Sheetz had asked for approval of a liquor license transfer from Homeslate Sports Bar & Grille in Slatington at the township’s April board meeting. The request was turned down when commissioners voted 5-1 to deny the resolution.
At a public hearing during that meeting, residents from a 55-and-up residential community located behind Sheetz crowded the meeting room to oppose the transfer request.
Sheetz appealed the township’s decision in Lehigh County court and now is proposing the conditional license agreement, which addresses concerns based on feedback from the board and community, said township attorney Sarah Murray at the board workshop meeting Aug. 5.
The agreement would require Sheetz to install signs that limit parking to 15 minutes to discourage loitering, as well as require security cameras and securing trash.
“It will give the township extra teeth to patrol the area,” Murray said.
The board was able to vote on the liquor license because it would be transferred from outside the township. A liquor license that is transferred from within the municipality does not require approval from the board.
The plan for the local Sheetz would include adding seating for up to 30 patrons near the entrance, expanding the store slightly. Beer would be available for take out in six- and 12-packs. Wine also would be available. Patrons would be limited to 12 beers and four bottles of wine. Although Sheetz is open 24 hours, alcohol would only be available from 7 a.m. to 1:45 a.m. Mondays through Saturdays and 9 a.m. to 1:45 a.m. Sundays.
In other business, commissioners received a petition and heard from several residents who are asking the township to install a speed hump on Water Street to slow traffic.

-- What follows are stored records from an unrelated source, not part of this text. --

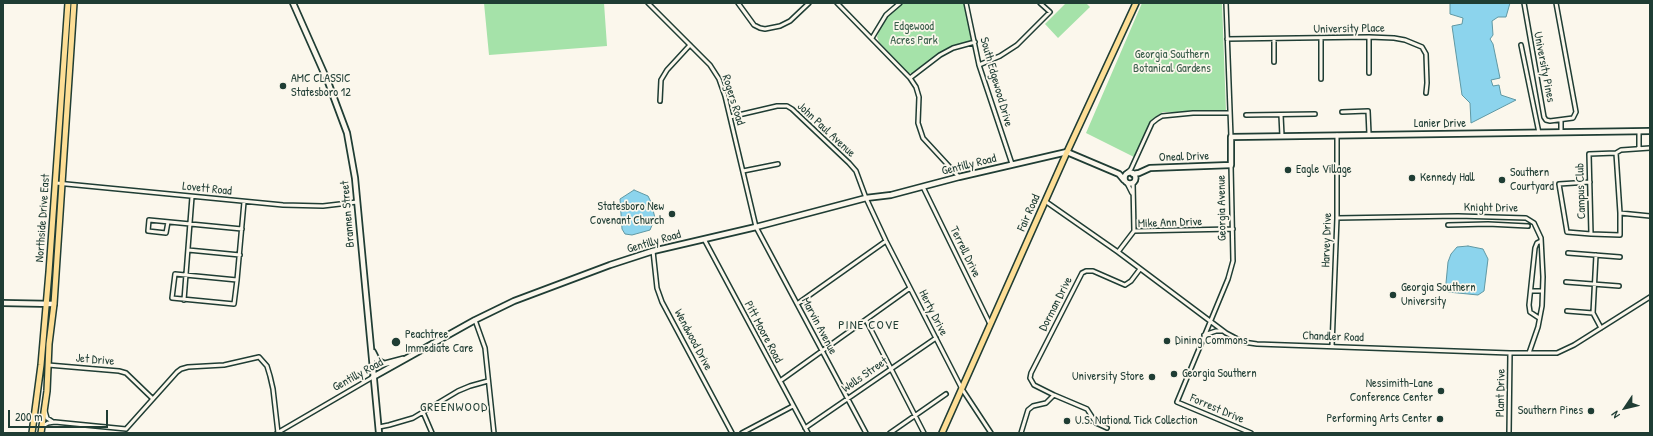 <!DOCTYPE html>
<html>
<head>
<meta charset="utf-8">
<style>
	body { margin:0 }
	#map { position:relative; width:1653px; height:436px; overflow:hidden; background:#fbf7ec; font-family:"Patrick Hand",sans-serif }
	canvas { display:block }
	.frame { position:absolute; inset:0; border:4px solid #1f3d34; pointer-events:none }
	.north { position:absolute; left:1605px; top:388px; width:40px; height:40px; -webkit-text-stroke:3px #fbf7ec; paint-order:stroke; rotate:235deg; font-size:11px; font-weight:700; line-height:16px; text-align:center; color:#1f3d34 }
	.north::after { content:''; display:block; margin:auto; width:14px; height:18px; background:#1f3d34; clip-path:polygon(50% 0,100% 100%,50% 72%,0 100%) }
	.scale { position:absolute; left:8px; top:410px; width:100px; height:18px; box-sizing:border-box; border:2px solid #1f3d34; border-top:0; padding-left:5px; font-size:12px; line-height:14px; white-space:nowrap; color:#1f3d34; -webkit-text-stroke:3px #fbf7ec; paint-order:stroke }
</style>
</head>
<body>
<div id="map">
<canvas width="1653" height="436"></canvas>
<div class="frame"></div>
<div class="north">N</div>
<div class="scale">200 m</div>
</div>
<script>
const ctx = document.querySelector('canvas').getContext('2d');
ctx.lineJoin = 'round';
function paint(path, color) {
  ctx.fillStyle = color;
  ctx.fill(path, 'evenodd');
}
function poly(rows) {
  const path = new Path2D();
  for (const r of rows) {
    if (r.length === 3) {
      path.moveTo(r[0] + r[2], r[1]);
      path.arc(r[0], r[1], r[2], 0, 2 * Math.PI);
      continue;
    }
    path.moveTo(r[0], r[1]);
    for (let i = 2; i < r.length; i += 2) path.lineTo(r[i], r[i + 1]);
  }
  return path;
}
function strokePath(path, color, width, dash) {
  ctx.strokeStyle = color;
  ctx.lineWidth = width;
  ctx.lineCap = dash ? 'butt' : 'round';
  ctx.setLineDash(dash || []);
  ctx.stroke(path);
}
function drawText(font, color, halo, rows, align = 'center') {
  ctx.font = font + ' "Patrick Hand",sans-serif';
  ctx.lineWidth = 3.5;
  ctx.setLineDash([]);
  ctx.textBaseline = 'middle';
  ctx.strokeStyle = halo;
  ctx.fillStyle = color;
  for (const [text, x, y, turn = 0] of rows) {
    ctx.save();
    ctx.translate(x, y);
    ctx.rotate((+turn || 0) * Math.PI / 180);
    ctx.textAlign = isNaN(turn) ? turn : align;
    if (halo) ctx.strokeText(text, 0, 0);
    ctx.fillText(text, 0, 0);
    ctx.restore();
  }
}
paint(poly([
	[484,3,604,3,607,46,489,55],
	[903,3,964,3,972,41,954,45,943,51,912,73,908,73,879,42,877,37,879,31,887,17],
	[1066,3,1086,3,1090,7,1058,38,1045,24],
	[1142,3,1222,3,1226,112,1163,112,1155,117,1150,123,1134,157,1086,133]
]), '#a5e2a9');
const water = poly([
	[1450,3,1510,3,1506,17,1498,17,1492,21,1493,35,1490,39,1493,44,1500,78,1491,80,1493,86,1499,85,1501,95,1516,100,1471,123,1470,103,1462,95,1452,26,1462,24,1463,18,1450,14,1450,3],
	[634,190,648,196,651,202,655,218,650,230,632,235,625,234,622,229,620,199,634,190],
	[1468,246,1483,249,1488,259,1484,291,1478,295,1448,292,1446,283,1448,262,1451,254,1457,247,1468,246]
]);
paint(water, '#8cd4ed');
strokePath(water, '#6098a3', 1);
const street = poly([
	[648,3,710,65,719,79,725,96,756,227,866,433],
	[738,3,754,25,760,28,765,29,780,26,790,21,809,3],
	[837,3,910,78,916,87,919,97,918,123,923,138,959,177],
	[966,3,979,65,1012,164],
	[1226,3,1231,137],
	[1524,3,1544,117,1546,120,1550,121,1573,118,1576,112,1556,3],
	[1369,37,1369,73],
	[872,38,886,15,900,3],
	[1321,38,1321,79],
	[1227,39,1369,37,1394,38,1405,40,1422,47,1426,54,1427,83,1426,93],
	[1274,39,1274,62],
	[1521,45,1539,133],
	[979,65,1000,56,1017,45,1050,12,1040,3],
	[910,78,940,55,953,48,975,42],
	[660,101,661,80,667,70,690,45],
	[1342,112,1368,111,1369,134],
	[1246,115,1315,114],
	[1281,115,1282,136],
	[730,117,777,106,787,106,792,109,849,163,856,171,866,198,886,241,962,389,991,433],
	[1561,120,1561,132],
	[1639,131,1639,148],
	[1650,148,1621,150,1616,153,1589,154,1591,234,1620,235,1620,213,1650,216],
	[1616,153,1620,213],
	[1231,165,1233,261,1228,279,1177,402,1251,433],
	[743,171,778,164],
	[1127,173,1131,169,1152,123,1157,119,1162,116,1193,113,1229,113],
	[1590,182,1559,184,1567,232,1591,234],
	[56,183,283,205,323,206,357,202],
	[1127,183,1132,193],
	[1133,183,1134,231],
	[923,187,990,324],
	[1045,201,1118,252,1226,333,1243,342,1257,344,1510,353,1557,353,1574,345,1650,297],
	[1337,218,1458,216,1526,218,1534,223,1541,238,1543,277,1542,306,1538,327,1529,353],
	[168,222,166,233,148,231,149,220,242,229],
	[1448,225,1488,224,1528,226],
	[1134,231,1233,229],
	[704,239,808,433],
	[188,250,240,255],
	[653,251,657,288,662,302,732,433],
	[1118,252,1134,231],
	[1568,253,1620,257],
	[1596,255,1593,313,1601,328],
	[237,280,175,274,172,298,234,304,237,280,244,202],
	[1566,282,1619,286],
	[1531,291,1542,291],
	[184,300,192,197],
	[797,304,886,241],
	[1567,311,1593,313],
	[1539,318,1530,312,1529,305,1535,248,1537,243,1541,241],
	[475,320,485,348,494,433],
	[866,320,924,433],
	[1204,335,1216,331,1223,331],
	[1332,346,1337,218,1337,135],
	[48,365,119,371,126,373,153,399],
	[780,381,910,288],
	[45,411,47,418,53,422],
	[423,412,432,433],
	[43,426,48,423,55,422,126,429],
	[379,427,389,425,413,418,458,391,470,386,488,381],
	[805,428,936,338],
	[1107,428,1096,423,1087,409,1054,395,1034,385,1030,378,1031,373,1082,273,1086,271,1093,271,1125,285,1131,281,1140,269],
	[126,429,177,372,181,369,188,367,224,365,259,357,267,366,270,376,273,389,278,433],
	[277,433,373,377],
	[742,433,793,406],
	[890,433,946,394],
	[1021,433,1028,410,1033,406,1046,403,1054,395],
	[1509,433,1510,353]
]);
const secondary = poly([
	[293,3,328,82,347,133,355,178,379,433],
	[1130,178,5.5],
	[1133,174,1139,173,1150,168,1231,165,1231,137,1650,131],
	[3,303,54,304],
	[373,352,377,360,384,364,403,359],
	[373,377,475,320,514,301,610,265,653,251,756,227,866,198,891,195,959,177,1067,152,1119,174,1124,180]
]);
const primary = poly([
	[32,433,41,365,49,272,68,3],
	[41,433,47,391,49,344,54,304,74,3],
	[942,433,1067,152,1136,3]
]);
strokePath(street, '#1f3d34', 6);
strokePath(secondary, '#1f3d34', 8);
strokePath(primary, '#1f3d34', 8);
strokePath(street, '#fbf7ec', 3);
strokePath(secondary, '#fbf7ec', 4.5);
strokePath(primary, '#fdde96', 5);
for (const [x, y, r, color] of [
	[283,86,4,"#1f3d34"],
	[1288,170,4,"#1f3d34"],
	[1412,178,4,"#1f3d34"],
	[1502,180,4,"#1f3d34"],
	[672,214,4,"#1f3d34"],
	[1393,295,4,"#1f3d34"],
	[1167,341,4,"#1f3d34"],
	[396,342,5,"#1f3d34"],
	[1174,374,4,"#1f3d34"],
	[1152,377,4,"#1f3d34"],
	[1441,391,4,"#1f3d34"],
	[1591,411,4,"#1f3d34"],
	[1440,419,4,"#1f3d34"],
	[1067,421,4,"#1f3d34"]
]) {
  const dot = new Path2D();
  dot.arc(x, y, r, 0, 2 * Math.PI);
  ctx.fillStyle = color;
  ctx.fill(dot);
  strokePath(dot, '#fbf7ec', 1.5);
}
drawText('12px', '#3a5e4b', '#fbf7ec', [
	["Edgewood",914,27],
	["Acres Park",914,41],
	["Georgia Southern",1172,55],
	["Botanical Gardens",1172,69]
]);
drawText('12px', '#1f3d34', '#fbf7ec', [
	["University Place",1349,29,-1],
	["University Pines",1544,67,79],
	["South Edgewood Drive",996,82,74],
	["Rogers Road",733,100,73],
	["Lanier Drive",1440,124],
	["John Paul Avenue",826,130,43],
	["Oneal Drive",1184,157,-2],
	["Gentilly Road",969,165,-14],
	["Lovett Road",207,189,6],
	["Campus Club",1581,191,-92],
	["Georgia Avenue",1222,208,-91],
	["Knight Drive",1491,208,1],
	["Fair Road",1029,213,-66],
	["Brannen Street",348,214,-95],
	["Northside Drive East",43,218,-86],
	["Mike Ann Drive",1170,223,-2],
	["Harvey Drive",1327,240,-88],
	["Gentilly Road",654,242,-16],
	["Terrell Drive",965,252,64],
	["Dorman Drive",1056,304,-63],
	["Herty Drive",933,313,63],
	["Marvin Avenue",819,326,62],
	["Pitt Moore Road",763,332,62],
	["Chandler Road",1333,337,2],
	["Wendwood Drive",693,340,62],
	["Jet Drive",95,360,5],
	["Gentilly Road",358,375,-29],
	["Wells Street",865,375,-35],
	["Plant Drive",1501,393,-89],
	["Forrest Drive",1217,409,23]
]);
drawText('12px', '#1f3d34', '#fbf7ec', [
	["AMC CLASSIC",291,79],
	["Statesboro 12",291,93],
	["Eagle Village",1296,170],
	["Southern",1510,173],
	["Courtyard",1510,187],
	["Kennedy Hall",1420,178],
	["Statesboro New",664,207,"right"],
	["Covenant Church",664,221,"right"],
	["Georgia Southern",1401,288],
	["University",1401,302],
	["Peachtree",405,335],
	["Immediate Care",405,349],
	["Dining Commons",1175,341],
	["Georgia Southern",1182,374],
	["University Store",1144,377,"right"],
	["Nessimith-Lane",1433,384,"right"],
	["Conference Center",1433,398,"right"],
	["Southern Pines",1583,411,"right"],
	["Performing Arts Center",1432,419,"right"],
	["U.S. National Tick Collection",1075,421]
], 'left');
ctx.letterSpacing = '1px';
drawText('13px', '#1f3d34', '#fbf7ec', [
	["PINE COVE",869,326],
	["GREENWOOD",454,408]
]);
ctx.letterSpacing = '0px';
</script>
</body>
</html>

Resident Steve Brosky said cars speed down Water Street, using it as a shortcut.
Residents said the street is narrow and has no sidewalks, and cars go so fast it makes their houses shake.
“The street is 17 feet wide in front of my house,” resident Tony Jezick said. “There’s barely enough room for two cars to pass. It’s dangerous, and someone’s going to get killed someday.”
Resident Patrick Kuhns said his car was hit by another car as he tried to back out of his driveway, and it’s hard for him to even walk his dog.
“I’m up against the driveways trying not to get run over,” he said. “It’s insane.”
Frank Clark, township engineer, said a traffic study would be required before any traffic-calming measures could be taken.
Clark suggested a speed table might be best for the street.
“They are most effective but innocuous,” he said.
Speed tables are similar to speed humps except they are longer and flat-topped and provide a gentler transition than the speed hump.
Board President Dennis Hower said he would talk to Police Chief Michael Marks and ask him to have an officer patrol the area in the meantime.